▶ _Goal of the exercise_
When you copy the entries, omit the images and keep every word as it is.

▶ _Available data_

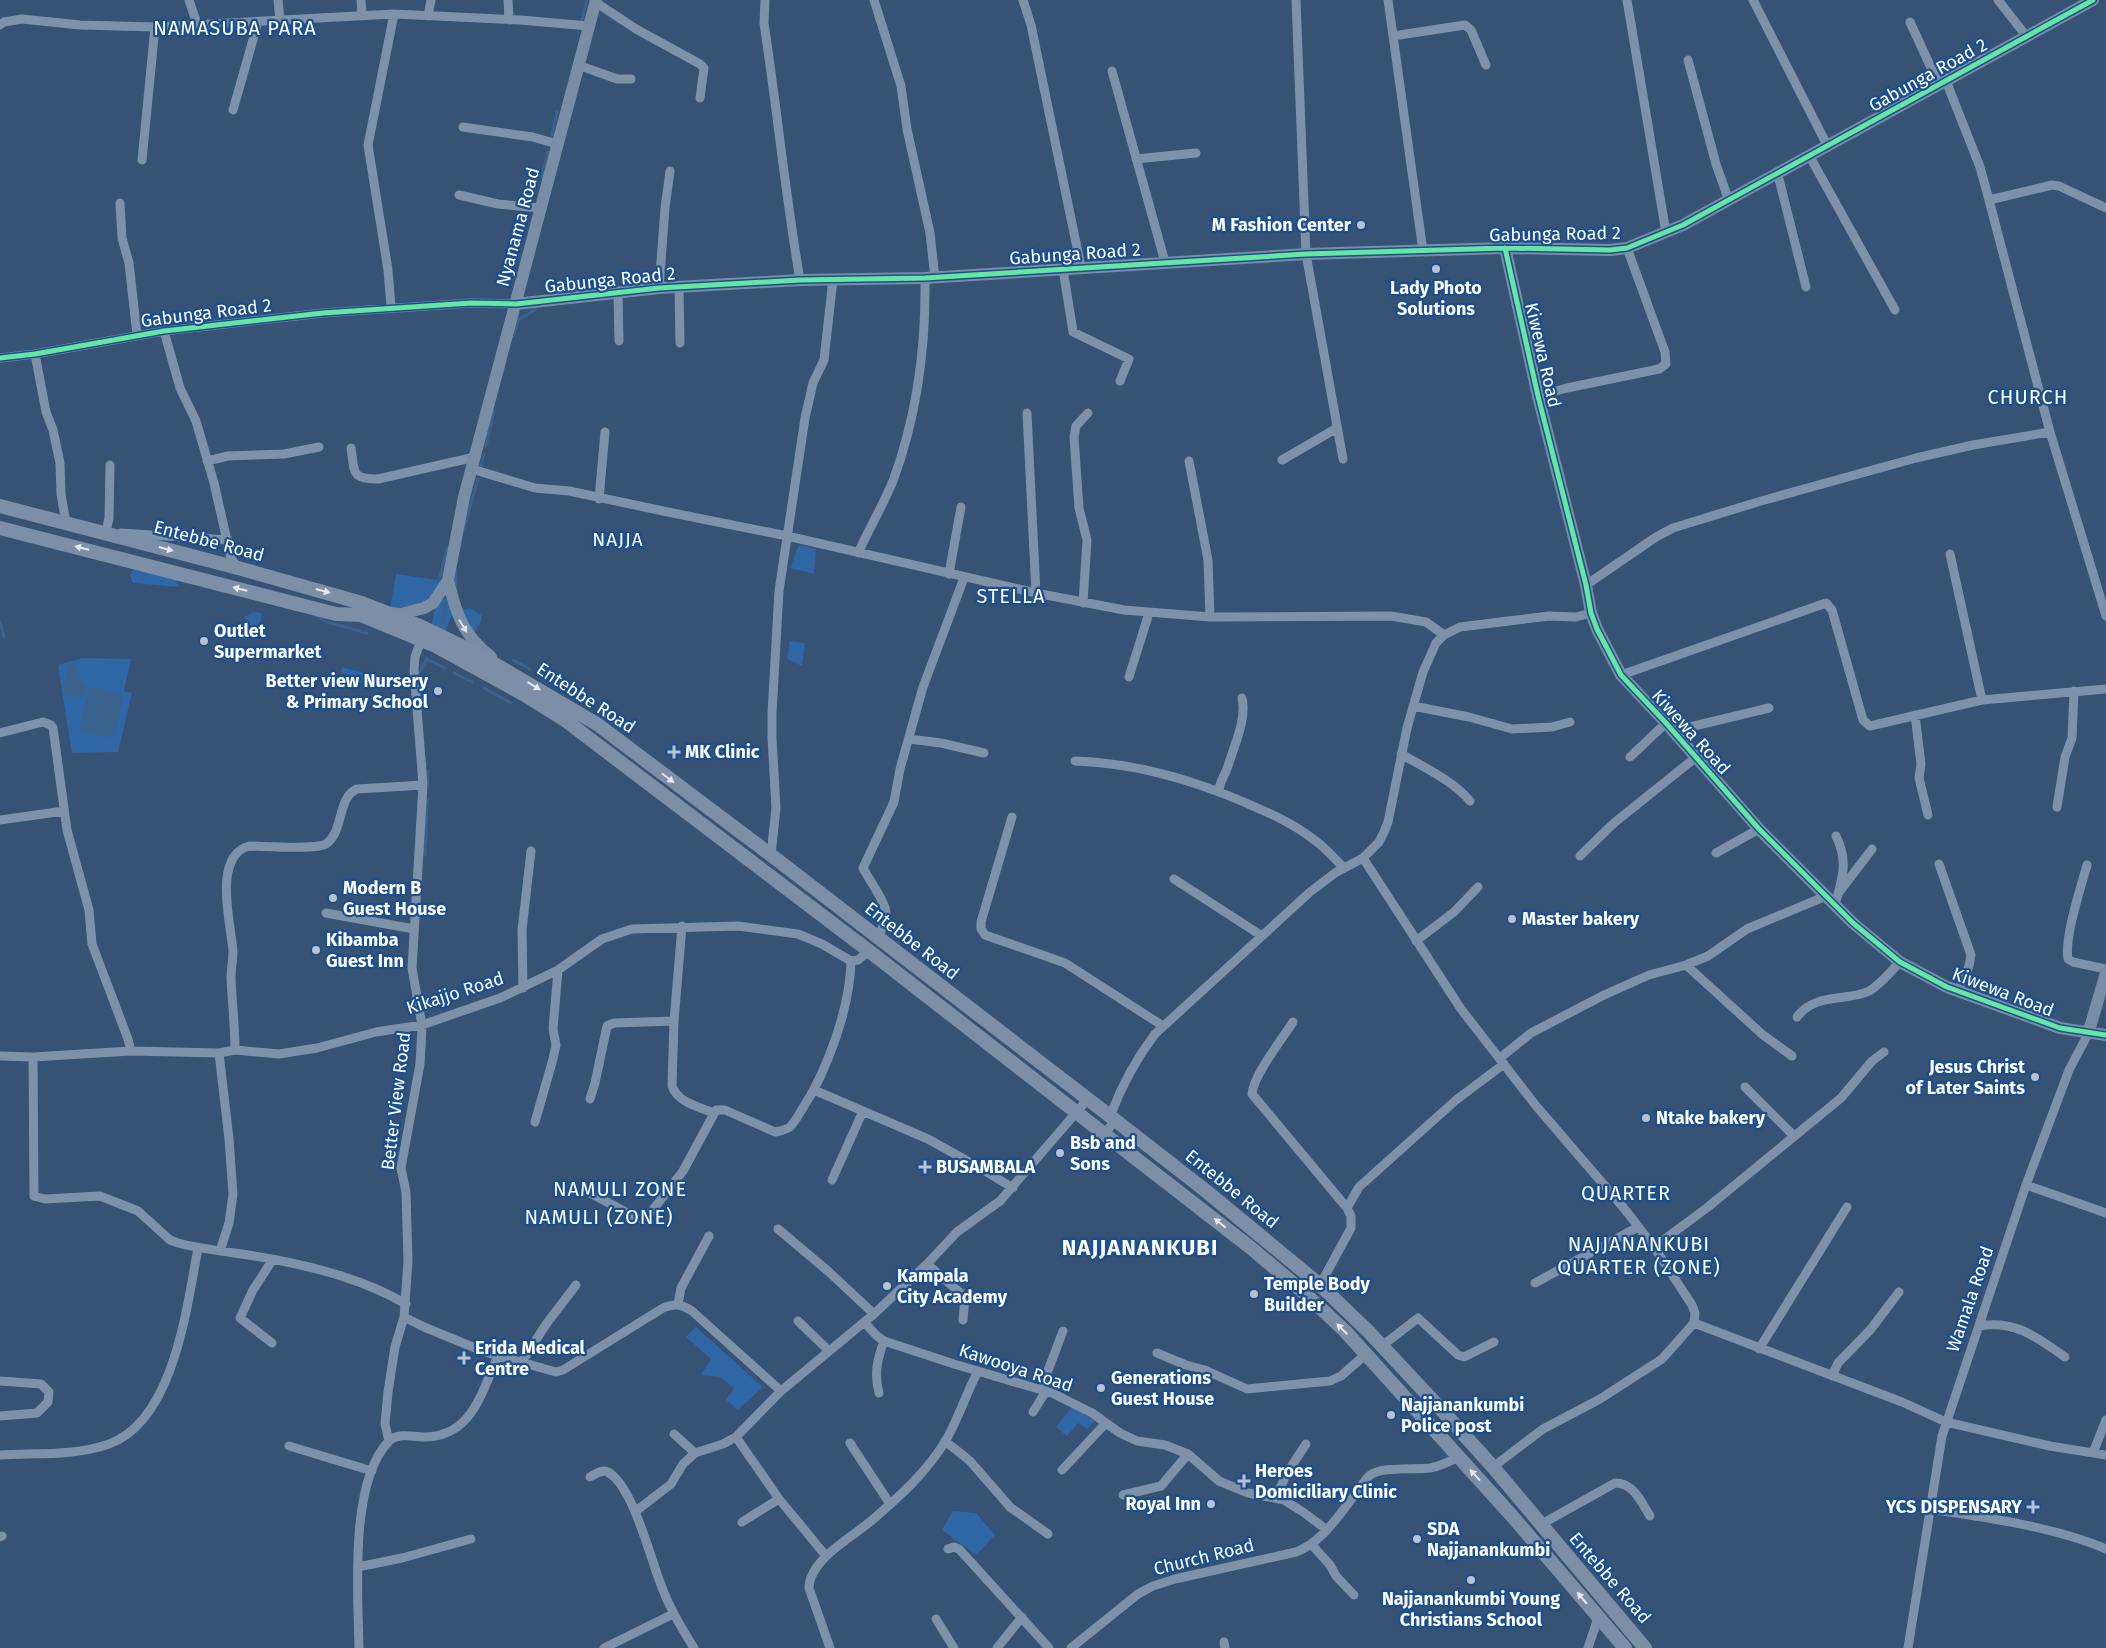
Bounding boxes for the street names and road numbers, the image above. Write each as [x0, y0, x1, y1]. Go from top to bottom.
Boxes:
street label: Gabunga Road 2 [1865, 33, 1991, 117]
street label: Nyanama Road [492, 165, 544, 289]
street label: Gabunga Road 2 [1489, 222, 1621, 246]
street label: Gabunga Road 2 [1009, 238, 1142, 270]
street label: Gabunga Road 2 [543, 262, 677, 298]
street label: Gabunga Road 2 [139, 294, 273, 332]
street label: Kiwewa Road [1520, 300, 1566, 410]
street label: Entebbe Road [151, 516, 267, 566]
street label: Entebbe Road [532, 658, 640, 738]
street label: Kiwewa Road [1647, 685, 1735, 779]
street label: Entebbe Road [861, 897, 963, 985]
street label: Kiwewa Road [1949, 963, 2057, 1021]
street label: Kikajjo Road [404, 967, 506, 1019]
street label: Better View Road [377, 1031, 415, 1171]
street label: Entebbe Road [1181, 1145, 1283, 1233]
street label: Wamala Road [1942, 1243, 1998, 1355]
street label: Kawooya Road [956, 1339, 1076, 1397]
street label: Entebbe Road [1564, 1528, 1656, 1628]
street label: Church Road [1151, 1534, 1257, 1580]

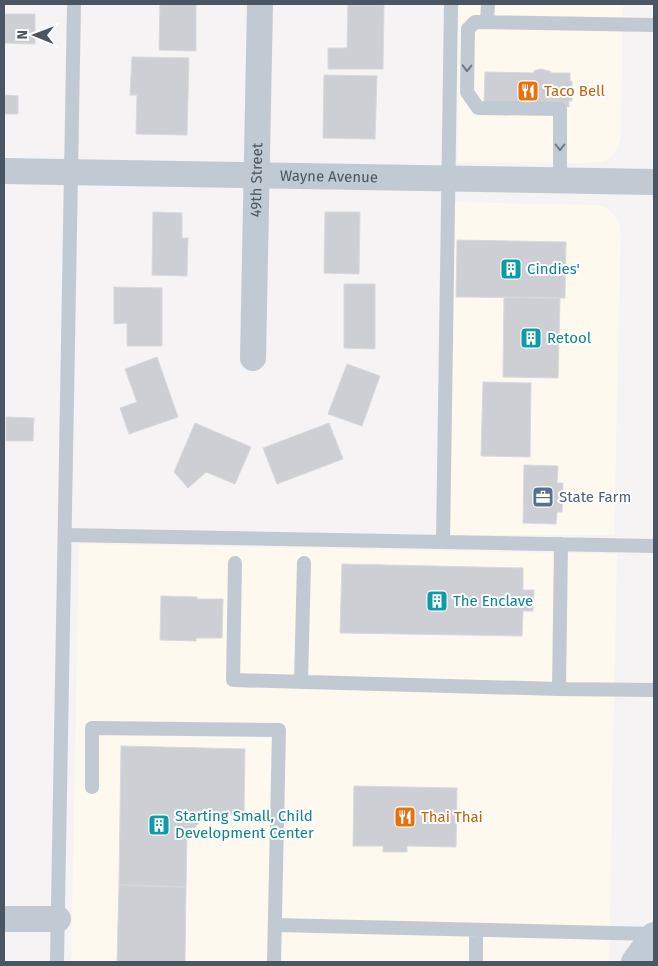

▶ _Output_
Bounding boxes for the street names and road numbers, the image above. Write each as [x0, y0, x1, y1]. Go from top to bottom.
Boxes:
street label: Gabunga Road 2 [1865, 33, 1991, 117]
street label: Nyanama Road [492, 165, 544, 289]
street label: Gabunga Road 2 [1489, 222, 1621, 246]
street label: Gabunga Road 2 [1009, 238, 1142, 270]
street label: Gabunga Road 2 [543, 262, 677, 298]
street label: Gabunga Road 2 [139, 294, 273, 332]
street label: Kiwewa Road [1520, 300, 1566, 410]
street label: Entebbe Road [151, 516, 267, 566]
street label: Entebbe Road [532, 658, 640, 738]
street label: Kiwewa Road [1647, 685, 1735, 779]
street label: Entebbe Road [861, 897, 963, 985]
street label: Kiwewa Road [1949, 963, 2057, 1021]
street label: Kikajjo Road [404, 967, 506, 1019]
street label: Better View Road [377, 1031, 415, 1171]
street label: Entebbe Road [1181, 1145, 1283, 1233]
street label: Wamala Road [1942, 1243, 1998, 1355]
street label: Kawooya Road [956, 1339, 1076, 1397]
street label: Entebbe Road [1564, 1528, 1656, 1628]
street label: Church Road [1151, 1534, 1257, 1580]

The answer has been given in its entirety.